Exercise brief: Among the entries, find the lines with the string "turn" and report them.

Records to use:
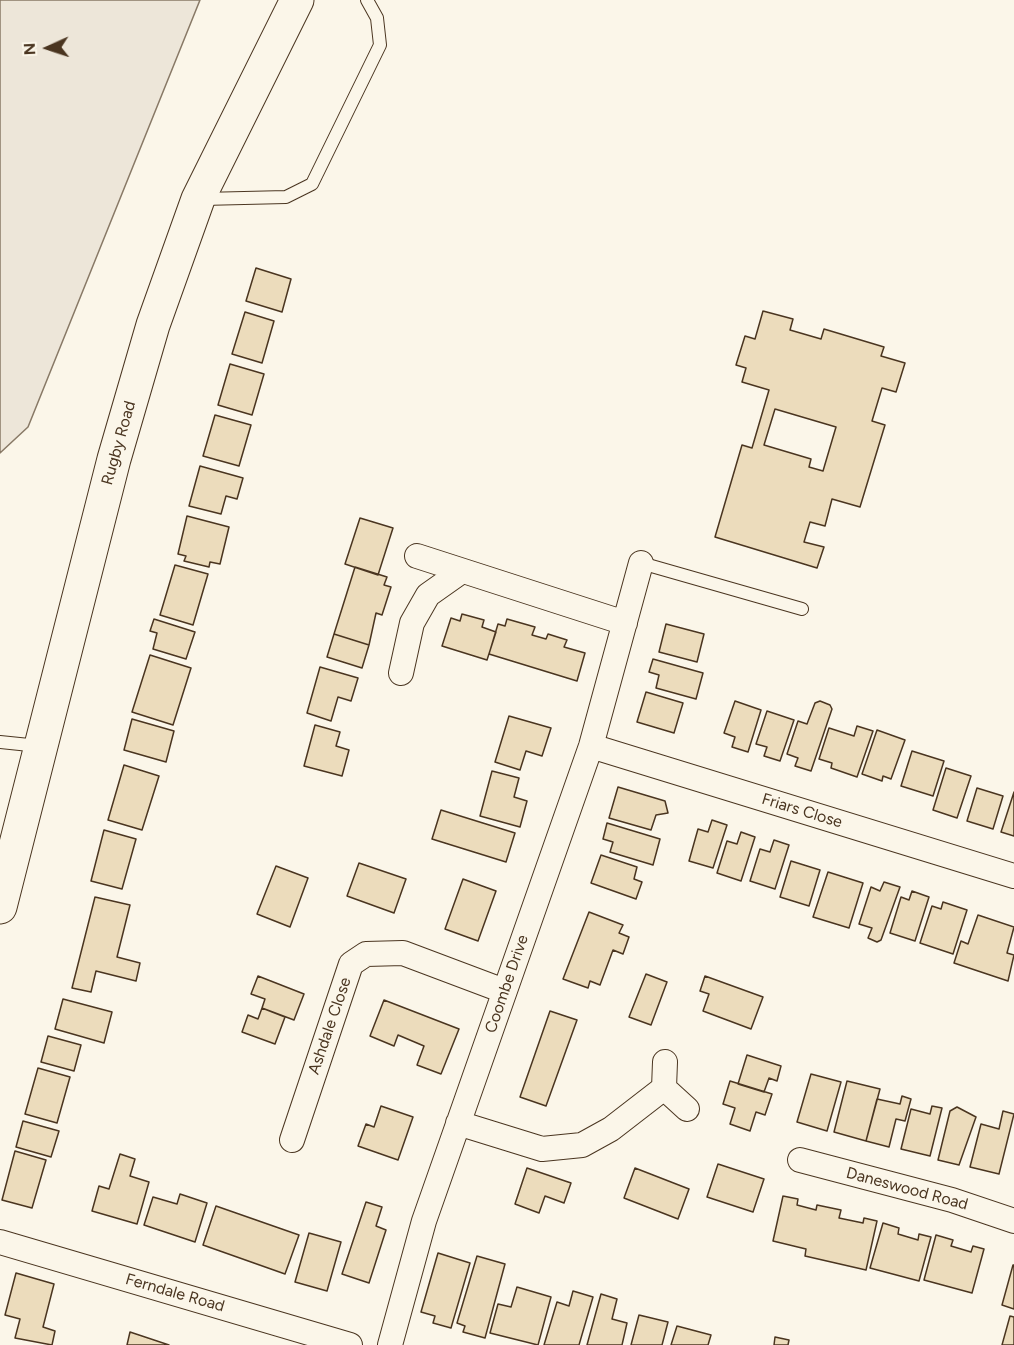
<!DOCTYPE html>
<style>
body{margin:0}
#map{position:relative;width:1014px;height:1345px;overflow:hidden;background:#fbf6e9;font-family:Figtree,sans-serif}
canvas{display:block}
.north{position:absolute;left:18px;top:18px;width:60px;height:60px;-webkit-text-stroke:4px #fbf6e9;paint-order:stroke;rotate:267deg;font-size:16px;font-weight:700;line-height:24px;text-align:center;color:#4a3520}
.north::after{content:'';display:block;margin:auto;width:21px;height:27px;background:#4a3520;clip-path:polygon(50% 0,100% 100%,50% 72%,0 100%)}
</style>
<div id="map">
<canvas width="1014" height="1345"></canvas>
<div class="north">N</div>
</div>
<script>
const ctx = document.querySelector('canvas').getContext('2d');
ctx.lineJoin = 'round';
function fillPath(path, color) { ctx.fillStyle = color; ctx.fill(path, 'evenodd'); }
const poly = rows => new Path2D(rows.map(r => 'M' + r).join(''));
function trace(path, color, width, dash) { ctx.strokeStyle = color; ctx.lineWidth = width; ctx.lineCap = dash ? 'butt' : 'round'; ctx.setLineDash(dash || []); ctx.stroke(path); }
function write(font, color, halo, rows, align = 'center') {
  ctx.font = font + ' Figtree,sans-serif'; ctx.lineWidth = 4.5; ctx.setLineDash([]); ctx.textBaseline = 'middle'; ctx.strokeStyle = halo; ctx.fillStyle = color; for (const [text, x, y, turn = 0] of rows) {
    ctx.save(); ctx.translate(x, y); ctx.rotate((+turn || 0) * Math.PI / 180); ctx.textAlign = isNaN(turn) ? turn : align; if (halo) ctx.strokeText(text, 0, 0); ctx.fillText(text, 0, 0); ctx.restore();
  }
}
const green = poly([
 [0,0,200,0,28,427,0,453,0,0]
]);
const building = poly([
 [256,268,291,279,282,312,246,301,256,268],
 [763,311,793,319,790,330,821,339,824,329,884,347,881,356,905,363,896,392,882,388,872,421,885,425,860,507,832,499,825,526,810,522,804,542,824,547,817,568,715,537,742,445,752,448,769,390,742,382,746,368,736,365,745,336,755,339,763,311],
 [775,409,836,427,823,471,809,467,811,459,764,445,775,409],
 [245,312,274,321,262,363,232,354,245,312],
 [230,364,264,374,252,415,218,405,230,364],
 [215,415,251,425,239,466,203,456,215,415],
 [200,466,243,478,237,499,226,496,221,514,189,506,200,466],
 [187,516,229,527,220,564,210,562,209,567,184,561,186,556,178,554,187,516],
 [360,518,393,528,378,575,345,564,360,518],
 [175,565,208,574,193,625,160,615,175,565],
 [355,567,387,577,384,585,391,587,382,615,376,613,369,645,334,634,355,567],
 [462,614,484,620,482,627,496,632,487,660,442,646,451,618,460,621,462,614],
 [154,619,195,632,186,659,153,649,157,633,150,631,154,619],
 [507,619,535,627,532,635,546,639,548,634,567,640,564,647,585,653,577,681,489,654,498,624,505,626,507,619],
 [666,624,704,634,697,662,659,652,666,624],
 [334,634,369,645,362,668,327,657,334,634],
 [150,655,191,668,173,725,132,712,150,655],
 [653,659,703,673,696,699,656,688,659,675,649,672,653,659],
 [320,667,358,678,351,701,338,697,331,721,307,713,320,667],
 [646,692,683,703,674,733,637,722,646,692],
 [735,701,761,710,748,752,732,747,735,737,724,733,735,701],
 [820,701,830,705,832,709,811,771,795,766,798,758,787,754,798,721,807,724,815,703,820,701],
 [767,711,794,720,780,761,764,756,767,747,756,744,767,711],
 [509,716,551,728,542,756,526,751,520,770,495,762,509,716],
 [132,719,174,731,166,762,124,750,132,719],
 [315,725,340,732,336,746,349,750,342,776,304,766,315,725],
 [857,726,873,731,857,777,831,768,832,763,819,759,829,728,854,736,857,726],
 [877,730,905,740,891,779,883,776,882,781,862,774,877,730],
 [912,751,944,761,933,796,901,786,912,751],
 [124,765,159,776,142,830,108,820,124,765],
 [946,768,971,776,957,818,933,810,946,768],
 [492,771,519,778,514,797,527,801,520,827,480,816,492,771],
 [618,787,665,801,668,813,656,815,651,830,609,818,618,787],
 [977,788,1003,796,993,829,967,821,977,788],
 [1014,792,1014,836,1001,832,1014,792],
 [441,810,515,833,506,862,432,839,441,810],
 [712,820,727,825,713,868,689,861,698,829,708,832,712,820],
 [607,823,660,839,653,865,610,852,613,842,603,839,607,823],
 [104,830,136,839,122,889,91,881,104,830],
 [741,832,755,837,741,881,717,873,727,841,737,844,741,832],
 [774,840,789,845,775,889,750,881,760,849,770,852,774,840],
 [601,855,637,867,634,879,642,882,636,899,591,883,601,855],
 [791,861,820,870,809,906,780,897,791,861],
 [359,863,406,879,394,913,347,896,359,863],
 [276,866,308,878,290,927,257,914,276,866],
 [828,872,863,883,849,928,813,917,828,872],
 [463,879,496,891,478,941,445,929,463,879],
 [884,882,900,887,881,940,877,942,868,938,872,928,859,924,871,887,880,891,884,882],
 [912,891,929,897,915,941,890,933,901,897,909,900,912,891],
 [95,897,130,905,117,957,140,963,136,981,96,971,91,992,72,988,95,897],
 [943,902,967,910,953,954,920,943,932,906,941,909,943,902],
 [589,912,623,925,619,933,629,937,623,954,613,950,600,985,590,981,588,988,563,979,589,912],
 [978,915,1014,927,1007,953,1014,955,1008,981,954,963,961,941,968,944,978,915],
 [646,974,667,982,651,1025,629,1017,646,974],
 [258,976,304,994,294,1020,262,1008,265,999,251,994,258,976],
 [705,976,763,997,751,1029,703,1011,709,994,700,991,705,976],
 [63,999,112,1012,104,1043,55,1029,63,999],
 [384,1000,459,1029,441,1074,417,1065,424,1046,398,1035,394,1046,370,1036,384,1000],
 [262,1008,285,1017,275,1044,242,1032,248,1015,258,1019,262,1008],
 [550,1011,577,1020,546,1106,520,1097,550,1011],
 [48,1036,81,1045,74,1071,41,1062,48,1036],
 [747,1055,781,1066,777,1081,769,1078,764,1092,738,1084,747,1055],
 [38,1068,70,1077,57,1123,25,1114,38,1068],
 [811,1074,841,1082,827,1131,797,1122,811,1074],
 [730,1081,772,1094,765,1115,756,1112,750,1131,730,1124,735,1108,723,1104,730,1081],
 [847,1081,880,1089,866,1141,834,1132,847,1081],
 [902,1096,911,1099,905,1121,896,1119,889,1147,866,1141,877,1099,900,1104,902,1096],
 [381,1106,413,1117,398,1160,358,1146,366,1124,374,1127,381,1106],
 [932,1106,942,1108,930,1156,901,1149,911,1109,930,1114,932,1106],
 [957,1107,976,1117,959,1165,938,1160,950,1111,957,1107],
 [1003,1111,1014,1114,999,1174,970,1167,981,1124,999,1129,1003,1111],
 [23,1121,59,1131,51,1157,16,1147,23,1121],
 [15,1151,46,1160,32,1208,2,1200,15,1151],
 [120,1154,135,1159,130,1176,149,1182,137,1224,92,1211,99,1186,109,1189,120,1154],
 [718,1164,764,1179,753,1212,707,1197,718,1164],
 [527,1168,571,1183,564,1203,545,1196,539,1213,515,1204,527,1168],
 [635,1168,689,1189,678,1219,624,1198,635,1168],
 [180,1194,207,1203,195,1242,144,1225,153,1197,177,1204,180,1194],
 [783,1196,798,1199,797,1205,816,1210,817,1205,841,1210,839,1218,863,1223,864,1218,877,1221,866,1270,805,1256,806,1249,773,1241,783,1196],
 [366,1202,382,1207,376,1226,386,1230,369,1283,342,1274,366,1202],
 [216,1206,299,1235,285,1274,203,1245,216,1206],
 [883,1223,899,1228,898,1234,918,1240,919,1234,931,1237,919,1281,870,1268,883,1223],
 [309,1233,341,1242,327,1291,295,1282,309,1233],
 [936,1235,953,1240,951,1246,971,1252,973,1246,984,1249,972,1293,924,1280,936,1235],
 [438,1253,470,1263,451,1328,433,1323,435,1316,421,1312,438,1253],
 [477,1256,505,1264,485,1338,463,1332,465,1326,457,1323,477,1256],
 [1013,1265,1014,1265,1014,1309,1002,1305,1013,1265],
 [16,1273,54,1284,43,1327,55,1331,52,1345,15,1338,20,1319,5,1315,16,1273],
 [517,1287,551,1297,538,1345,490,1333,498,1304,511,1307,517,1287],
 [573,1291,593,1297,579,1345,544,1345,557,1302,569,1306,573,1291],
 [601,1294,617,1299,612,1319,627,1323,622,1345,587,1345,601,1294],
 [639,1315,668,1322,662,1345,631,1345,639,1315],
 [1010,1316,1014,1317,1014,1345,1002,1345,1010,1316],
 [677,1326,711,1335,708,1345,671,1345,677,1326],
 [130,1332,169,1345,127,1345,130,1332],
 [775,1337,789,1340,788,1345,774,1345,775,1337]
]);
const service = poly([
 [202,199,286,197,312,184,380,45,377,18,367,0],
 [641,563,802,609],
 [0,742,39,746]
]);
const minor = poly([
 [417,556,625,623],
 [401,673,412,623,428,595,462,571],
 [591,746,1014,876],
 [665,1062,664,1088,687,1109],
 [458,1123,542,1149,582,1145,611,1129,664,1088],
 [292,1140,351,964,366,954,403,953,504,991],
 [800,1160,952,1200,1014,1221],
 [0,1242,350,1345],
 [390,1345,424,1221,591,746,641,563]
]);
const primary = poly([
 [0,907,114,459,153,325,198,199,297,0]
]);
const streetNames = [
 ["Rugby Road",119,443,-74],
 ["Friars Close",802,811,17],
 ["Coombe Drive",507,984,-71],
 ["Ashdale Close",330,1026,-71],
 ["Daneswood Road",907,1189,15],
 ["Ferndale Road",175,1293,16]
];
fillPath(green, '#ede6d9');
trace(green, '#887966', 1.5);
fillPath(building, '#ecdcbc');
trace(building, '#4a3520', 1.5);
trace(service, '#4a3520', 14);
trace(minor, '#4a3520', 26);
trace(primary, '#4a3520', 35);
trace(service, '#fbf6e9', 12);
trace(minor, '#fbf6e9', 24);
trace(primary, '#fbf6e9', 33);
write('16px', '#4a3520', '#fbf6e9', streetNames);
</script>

Output below:
  ctx.font = font + ' Figtree,sans-serif'; ctx.lineWidth = 4.5; ctx.setLineDash([]); ctx.textBaseline = 'middle'; ctx.strokeStyle = halo; ctx.fillStyle = color; for (const [text, x, y, turn = 0] of rows) {
    ctx.save(); ctx.translate(x, y); ctx.rotate((+turn || 0) * Math.PI / 180); ctx.textAlign = isNaN(turn) ? turn : align; if (halo) ctx.strokeText(text, 0, 0); ctx.fillText(text, 0, 0); ctx.restore();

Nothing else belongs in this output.